The answer must consist of every line in the data that contains "lines".

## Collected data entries
********************
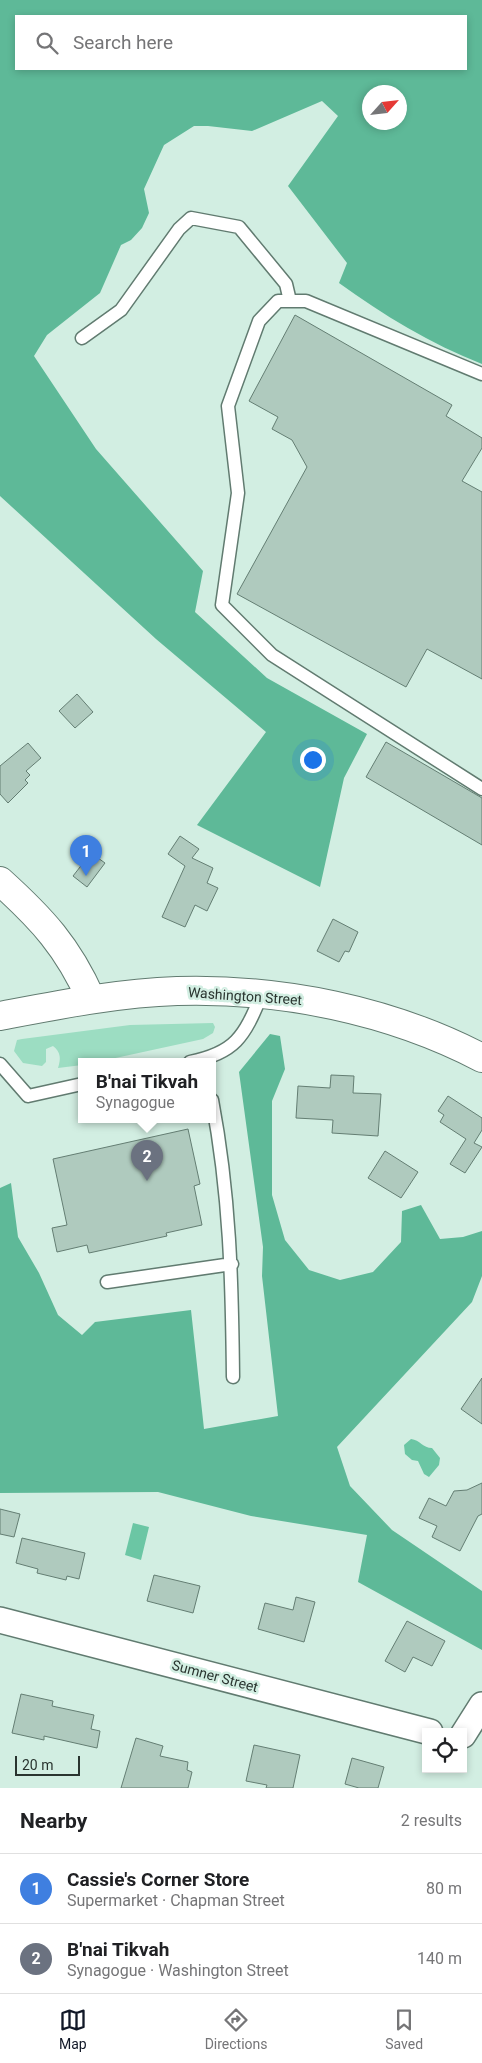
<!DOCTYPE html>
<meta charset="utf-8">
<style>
body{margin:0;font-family:Roboto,sans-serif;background:#f2f2f2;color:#202124}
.controls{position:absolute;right:15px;bottom:15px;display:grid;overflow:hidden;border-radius:0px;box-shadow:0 2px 8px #0003}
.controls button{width:45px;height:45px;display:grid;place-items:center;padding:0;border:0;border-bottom:1px solid #e0e0e0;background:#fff;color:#202124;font:25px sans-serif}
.compass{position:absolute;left:362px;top:85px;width:45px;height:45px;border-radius:50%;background:#fff;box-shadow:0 2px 8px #0003;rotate:63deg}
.scale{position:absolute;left:15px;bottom:12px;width:65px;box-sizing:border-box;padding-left:5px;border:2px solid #29342f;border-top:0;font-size:14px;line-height:18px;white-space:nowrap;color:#29342f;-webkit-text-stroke:4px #d2eee2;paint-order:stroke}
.you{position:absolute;left:312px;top:759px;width:18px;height:18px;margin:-12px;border:4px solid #fff;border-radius:50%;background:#1a73e8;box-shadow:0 0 0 8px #1a73e833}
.badge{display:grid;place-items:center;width:32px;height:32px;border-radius:50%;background:#111827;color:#fff;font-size:16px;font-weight:700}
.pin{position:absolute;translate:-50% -41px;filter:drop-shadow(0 1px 2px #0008)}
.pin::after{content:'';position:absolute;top:26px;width:18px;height:15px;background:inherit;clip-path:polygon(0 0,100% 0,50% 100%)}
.popup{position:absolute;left:78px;top:1058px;width:138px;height:65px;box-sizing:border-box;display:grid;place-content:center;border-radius:0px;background:#fff;filter:drop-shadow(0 1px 4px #0005);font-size:16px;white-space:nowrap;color:#757577}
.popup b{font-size:19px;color:#202124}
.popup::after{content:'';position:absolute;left:50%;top:100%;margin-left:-10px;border:10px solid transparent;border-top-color:#fff}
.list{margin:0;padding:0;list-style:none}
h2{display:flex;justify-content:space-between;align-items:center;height:65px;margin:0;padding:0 20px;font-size:21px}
h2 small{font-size:16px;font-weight:400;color:#757577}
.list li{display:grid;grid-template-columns:32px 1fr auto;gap:15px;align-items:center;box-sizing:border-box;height:70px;padding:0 20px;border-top:1px solid #e0e0e0}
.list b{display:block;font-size:19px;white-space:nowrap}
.list p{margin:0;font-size:16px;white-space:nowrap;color:#757577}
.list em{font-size:16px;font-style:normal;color:#757577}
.icon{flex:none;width:28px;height:28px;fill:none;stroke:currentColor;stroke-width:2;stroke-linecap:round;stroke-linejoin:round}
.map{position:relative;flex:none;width:482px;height:1788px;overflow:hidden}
.search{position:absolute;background:#fff;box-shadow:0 2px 8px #0003;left:15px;right:15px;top:15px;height:55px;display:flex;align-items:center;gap:12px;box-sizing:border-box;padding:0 18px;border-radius:0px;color:#757577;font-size:19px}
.sheet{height:205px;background:#fff}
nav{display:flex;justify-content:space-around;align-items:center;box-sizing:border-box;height:70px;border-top:1px solid #e0e0e0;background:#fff;font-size:14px;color:#757577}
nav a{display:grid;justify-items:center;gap:2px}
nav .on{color:#111827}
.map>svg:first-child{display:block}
.green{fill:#9cddc2}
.forest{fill:#5eb998;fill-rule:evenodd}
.water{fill:#6bc6a4}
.building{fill:#afcabe;stroke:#647e73}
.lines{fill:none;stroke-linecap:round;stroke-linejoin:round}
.service-casing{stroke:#617b70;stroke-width:15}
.minor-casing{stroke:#617b70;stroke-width:28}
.tertiary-casing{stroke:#617b70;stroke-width:30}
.secondary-casing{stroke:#617b70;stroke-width:30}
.service{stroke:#fff;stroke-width:12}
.minor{stroke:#fff;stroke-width:25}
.tertiary{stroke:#fff;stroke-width:28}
.secondary{stroke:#fff;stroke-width:28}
.labels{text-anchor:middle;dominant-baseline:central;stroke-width:5;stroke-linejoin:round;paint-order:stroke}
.street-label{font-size:14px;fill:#29342f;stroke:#d2eee2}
</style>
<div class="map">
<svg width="482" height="1788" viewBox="0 0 482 1788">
<rect width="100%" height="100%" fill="#d2eee2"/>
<path class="green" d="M213 1023 215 1027 213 1033 203 1039 97 1062H82V1065L58 1068C61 1059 61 1052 53 1046L46 1049V1062L42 1066 23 1063 14 1051 17 1040 22 1039 130 1025Z"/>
<path class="forest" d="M0 0H482V364C431 344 383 315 339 283L347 263 288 186 338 116 322 101 252 131 208 126H194L164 145 144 189 149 213 142 228 131 240 121 245 100 293 47 335 34 356 96 449 203 571 195 612 267 678 367 734 344 778 320 887 197 825 266 732 156 639 0 496ZM16 16H466V69H16ZM370 92H400V122H370Z
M270 1034 280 1036 285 1069 272 1101V1195L285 1240 309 1270 340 1280 373 1272 401 1242 402 1211 421 1205 440 1239 463 1237 482 1231V1276L472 1302 337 1447 350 1486 392 1530 482 1591V1650L358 1582 367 1535 251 1516 158 1492 0 1493V1188L11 1183 18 1237 39 1273 58 1315 82 1335 95 1322 191 1310 204 1429 278 1416 262 1276 263 1247 239 1072Z"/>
<path class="water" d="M411 1439C420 1440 423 1448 432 1448L440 1458 439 1465 429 1477 424 1474 418 1461 412 1460 405 1454 404 1445Z
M133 1523 149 1527 141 1560 125 1555Z"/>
<path class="building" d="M295 315 452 405 446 416 482 438V448L462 481 482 492V679L427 649 406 687 237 594 307 467 292 440 272 429 278 417 249 401Z
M77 694 93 712 75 728 59 711Z
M386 742 482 798V845L366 777Z
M28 743 41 758 26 771 30 775 25 780 28 783 8 803 0 794V766Z
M180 836 199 849 192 858 213 868 207 883 218 888 207 911 195 905 185 927 162 917 185 866 168 854Z
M91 853 105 863 87 887 73 876Z
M333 919 358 932 349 952 345 951 339 962 317 951Z
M331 1075 354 1076 353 1093 381 1094 378 1136 332 1133 333 1120 296 1118 298 1086 330 1088Z
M448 1096 482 1118V1130L474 1143 482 1147 465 1173 450 1164 466 1139 440 1122 444 1115 438 1111Z
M188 1129 200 1184 194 1186 202 1225 166 1233 167 1236 89 1253 87 1245 57 1252 52 1228 67 1225 53 1159Z
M385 1151 418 1172 401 1198 368 1178Z
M482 1378V1424L461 1409Z
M482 1483V1514L478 1516 460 1551 432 1537 437 1526 419 1518 429 1498 446 1506 454 1491 467 1490Z
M0 1509 20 1514 14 1537 0 1534Z
M22 1538 85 1553 79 1579 67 1576 66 1580 37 1573 38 1569 16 1563Z
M154 1575 200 1586 193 1613 147 1601Z
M296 1597 315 1602 304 1642 258 1629 265 1603 293 1610Z
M407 1621 445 1641 432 1666 413 1657 405 1672 385 1661Z
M21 1694 53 1701 52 1706 94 1715 91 1729 100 1731 97 1748 44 1736V1740L12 1733Z
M136 1738 163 1746 160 1756 188 1762 187 1770 192 1772 188 1788H121Z
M254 1745 300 1755 293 1788H266L267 1785 246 1781Z
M352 1758 384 1767 378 1788H359L345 1784Z"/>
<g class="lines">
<g class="service-casing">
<path id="service" d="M82 338 121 310 179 229 191 218 239 227 286 284 290 301
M482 374 306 301H278L259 321 228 406 238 493 222 605 272 655 482 789
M190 1062C235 1053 244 1037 261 996
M0 1064 28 1096 82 1084
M212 1100C230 1195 232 1281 233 1377
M107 1282 232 1264"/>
</g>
<g class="minor-casing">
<path id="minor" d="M0 1620 430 1732
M463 1735 482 1705"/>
</g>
<g class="tertiary-casing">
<path id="tertiary" d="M0 881C42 919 68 947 91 999"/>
</g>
<g class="secondary-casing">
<path id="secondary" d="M0 1016C58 1005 117 993 177 991 281 988 390 1010 482 1058"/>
</g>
<use href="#service" class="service"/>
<use href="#minor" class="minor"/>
<use href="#tertiary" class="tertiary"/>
<use href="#secondary" class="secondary"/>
</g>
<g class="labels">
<g class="street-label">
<text transform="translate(245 996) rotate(4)">Washington Street</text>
<text transform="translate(215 1676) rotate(15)">Sumner Street</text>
</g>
</g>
</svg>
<div class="controls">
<button><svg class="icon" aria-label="locate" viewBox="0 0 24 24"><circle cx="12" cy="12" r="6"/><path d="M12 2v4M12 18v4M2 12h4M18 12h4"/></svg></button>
</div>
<svg class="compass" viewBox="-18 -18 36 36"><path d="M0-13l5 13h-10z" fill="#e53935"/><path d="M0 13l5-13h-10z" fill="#757577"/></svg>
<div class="scale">20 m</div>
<div class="you"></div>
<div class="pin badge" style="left:86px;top:876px;background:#3f7fe0">1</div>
<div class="pin badge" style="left:147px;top:1181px;background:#6b7280">2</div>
<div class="popup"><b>B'nai Tikvah</b>Synagogue</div>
<div class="search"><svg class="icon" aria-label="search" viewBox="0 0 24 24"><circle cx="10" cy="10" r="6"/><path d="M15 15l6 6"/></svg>Search here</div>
</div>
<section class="sheet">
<h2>Nearby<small>2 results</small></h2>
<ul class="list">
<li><span class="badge" style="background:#3f7fe0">1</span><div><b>Cassie's Corner Store</b><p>Supermarket · Chapman Street</p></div><em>80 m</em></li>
<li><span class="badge" style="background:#6b7280">2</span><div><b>B'nai Tikvah</b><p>Synagogue · Washington Street</p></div><em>140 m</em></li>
</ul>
</section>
<nav>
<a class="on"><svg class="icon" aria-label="map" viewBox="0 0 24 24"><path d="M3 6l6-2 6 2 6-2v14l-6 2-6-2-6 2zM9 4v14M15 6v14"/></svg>Map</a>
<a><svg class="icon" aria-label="directions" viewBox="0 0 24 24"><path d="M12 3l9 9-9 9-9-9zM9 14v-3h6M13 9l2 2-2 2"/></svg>Directions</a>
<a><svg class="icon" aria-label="saved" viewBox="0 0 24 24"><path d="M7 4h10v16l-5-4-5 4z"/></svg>Saved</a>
</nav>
********************
## Response
.lines{fill:none;stroke-linecap:round;stroke-linejoin:round}
<g class="lines">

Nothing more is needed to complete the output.